Cordycepin prevents senescence and SASP, which are NRF2-dependent. a NRF2 and p-NRF2 expression levels in whole cell lysates from cordycepin-treated fibroblasts for the indicated times. This test was repeated three times. Representative images were shown. b NRF2 expression levels in nuclei from cordycepin-treated fibroblasts for the indicated times. c Representative immunofluorescence pictures of NRF2 in control and cordycepin-treated (3 days) fibroblasts. This test was repeated three times. Representative images were shown. d Representative immunofluorescence pictures of NRF2 of the tongues from normal mice and irradiated mice (control, prevention, treatment) 10 days after radiation. e p-NRF2 expression levels in nuclei from cordycepin-treated fibroblasts for the indicated times. f Quantification of mRNA expression for GSTA1, NQO1 and Srx from cordycepin-treated fibroblasts for the indicated times. g GCLC, GCLM, HMOX1 and NQO1 expression levels in whole cell lysates from cordycepin-treated fibroblasts for the indicated times. h Western blot analysis of p16 and p21 levels in irradiated control or cordycepin-treated (3 days) fibroblasts following knockdown of NRF2 7 days after radiation. i Quantification of mRNA expression for senescence secretory phenotype in fibroblasts following knockdown of NRF2 7 days after radiation. j Staining for SA-β-gal 7 days after radiation in fibroblasts following knockdown of NRF2. This test was repeated three times. Representative images were shown. k Representative images of fibroblasts colonies generated in survival assays following knockdown of NRF2. l Analysis of reactive oxygen species (ROS) levels 24 h after radiation in fibroblasts following knockdown of NRF2. Bars represent 50 μm (c), 100 μm (d), 250 μm (j).
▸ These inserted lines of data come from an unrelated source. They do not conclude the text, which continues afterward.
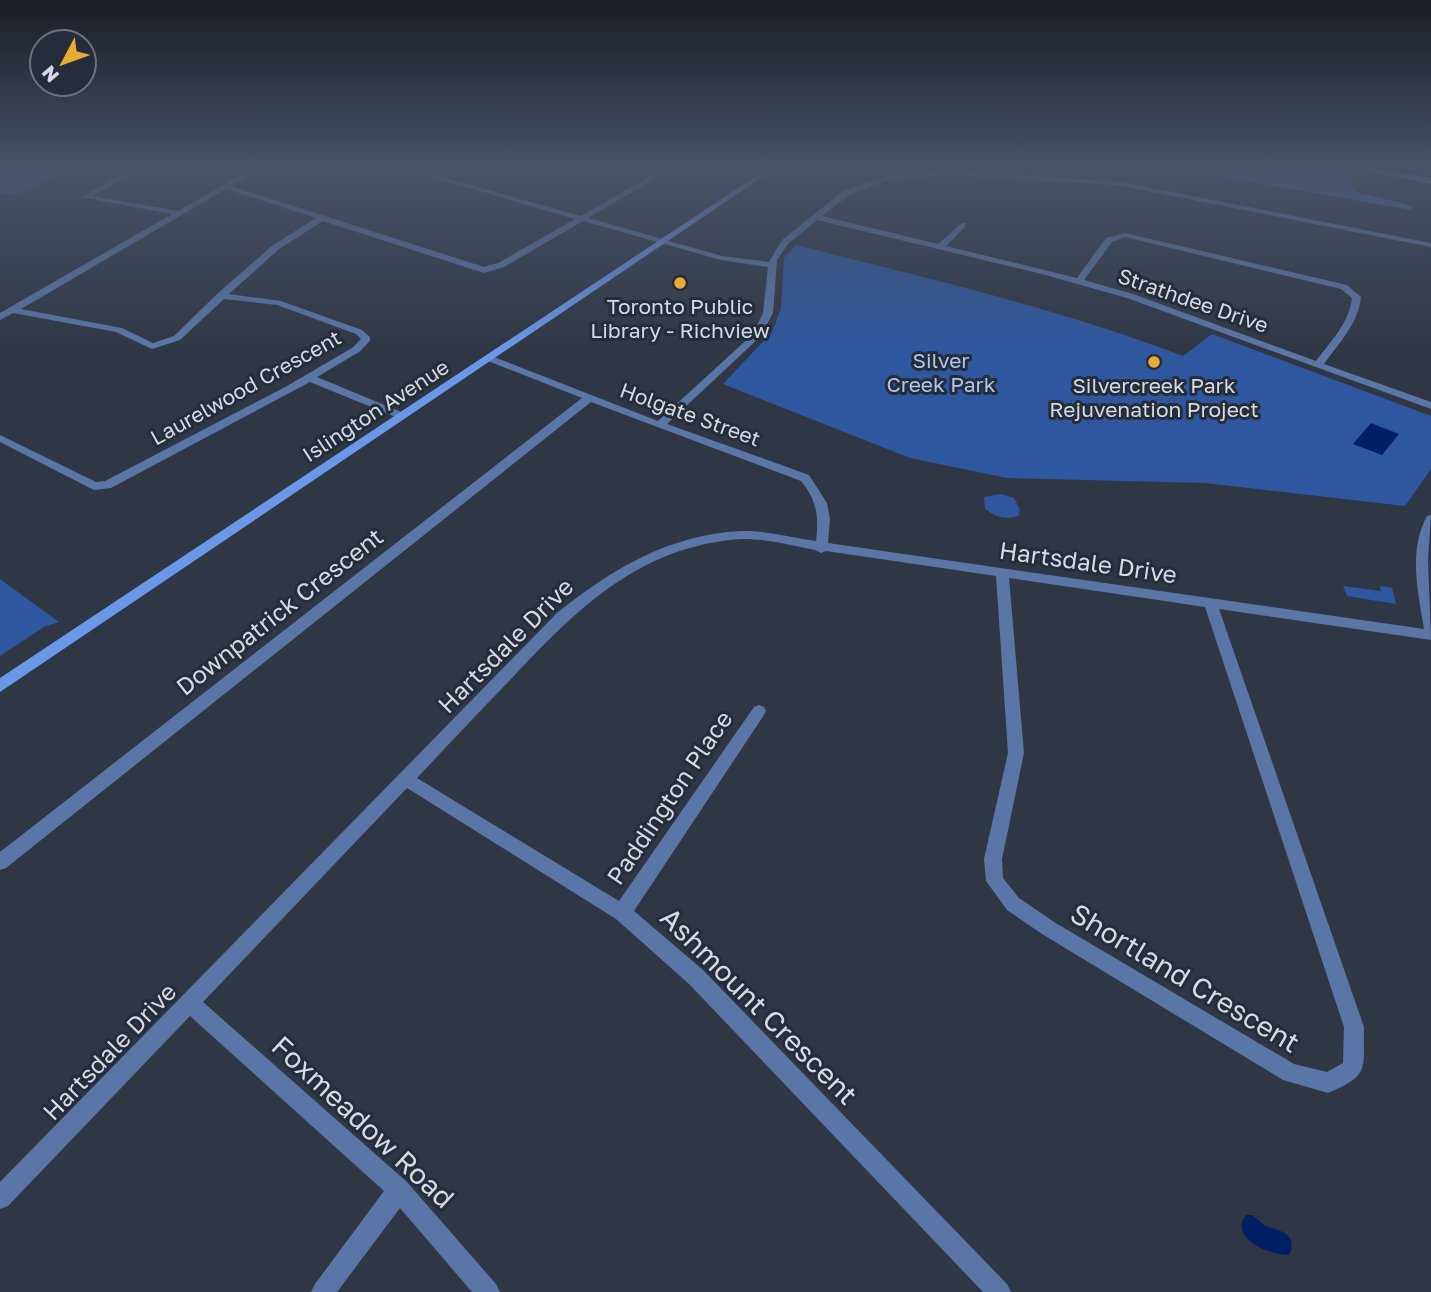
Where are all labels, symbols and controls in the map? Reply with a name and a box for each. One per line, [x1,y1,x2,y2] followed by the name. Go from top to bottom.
[28,28,98,98] north arrow
[36,61,63,87] text: N
[1115,262,1272,338] street label: Strathdee Drive
[672,275,688,291] marker: Toronto Public Library - Richview
[590,293,770,343] place label: Toronto Public Library - Richview
[146,324,345,450] street label: Laurelwood Crescent
[886,347,996,397] park label: Silver Creek Park
[297,353,453,467] street label: Islington Avenue
[1146,354,1162,370] marker: Silvercreek Park Rejuvenation Project
[1049,372,1259,422] place label: Silvercreek Park Rejuvenation Project
[617,377,764,452] street label: Holgate Street
[170,521,388,701] street label: Downpatrick Crescent
[997,535,1179,588] street label: Hartsdale Drive
[431,571,579,719] street label: Hartsdale Drive
[600,705,738,890] street label: Paddington Place
[1065,896,1306,1059] street label: Shortland Crescent
[654,900,865,1111] street label: Ashmount Crescent
[36,976,182,1125] street label: Hartsdale Drive
[265,1029,461,1214] street label: Foxmeadow Road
Data in f, i, and l represent the means ± S.D. (n = 3, *P < 0.05, **P < 0.01; student’s t-test)
We next quantified the relative amounts of thioredoxin (TXN), which reduces the cysteine residues critical for binding of nuclear NRF2 to ARE28, and found a significant TXN increase in cordycepin-treated fibroblasts (Supplementary Fig. 7g). To determine the functional relevance of the increases in expression, translocation and phosphorylation of NRF2, we measured NRF2 transcriptional activity using a luciferase-based ARE-controlled gene expression system. Cordycepin increased luciferase activity significantly compared to untreated cells (1–3 folds) (Supplementary Fig. 7h). To further confirm NRF2 activation, we next measured the relative expression of NRF2 downstream target genes, Srx, NAD(P)H dehydrogenase quinone 1 (NQO1), and glutathione S-transferase A1 (GSTA1) by qRT-PCR in fibroblasts treated with cordycepin at different time and they were all upregulated (Fig. 6f). At the same time, consistent with in vitro results, the NRF2 target genes from the cordycepin-treated mouse/rat models are all increased (Supplementary Fig. 7i). We also measured the relative abundance of NRF2 downstream targets in fibroblasts, GCLC, GCLM, HMOX1, and NQO1 by western blot analysis, all four targets showed a significant increase in expression (Fig. 6g).
To determine the role of NRF2 in the cordycepin-induced inhibition of cell senescence, we investigate the effect of cordycepin on fibroblasts by knockdown of NRF2. However, cells deficient in NRF2 have more p16, p21 protein levels, higher level of senescent cells and SASP although treated with cordycepin (Fig. 6h–j and Supplementary Fig. 7j). NRF2 knockdown reverted the protective effects of cordycepin in fibroblast clonogenic capacity (Fig. 6k) and reverted the decrease in cytosolic ROS generation (Fig. 6l). These data suggest that the cordycepin-induced inhibition of cell senescence and the inflammatory phenotype are both NRF2 dependent.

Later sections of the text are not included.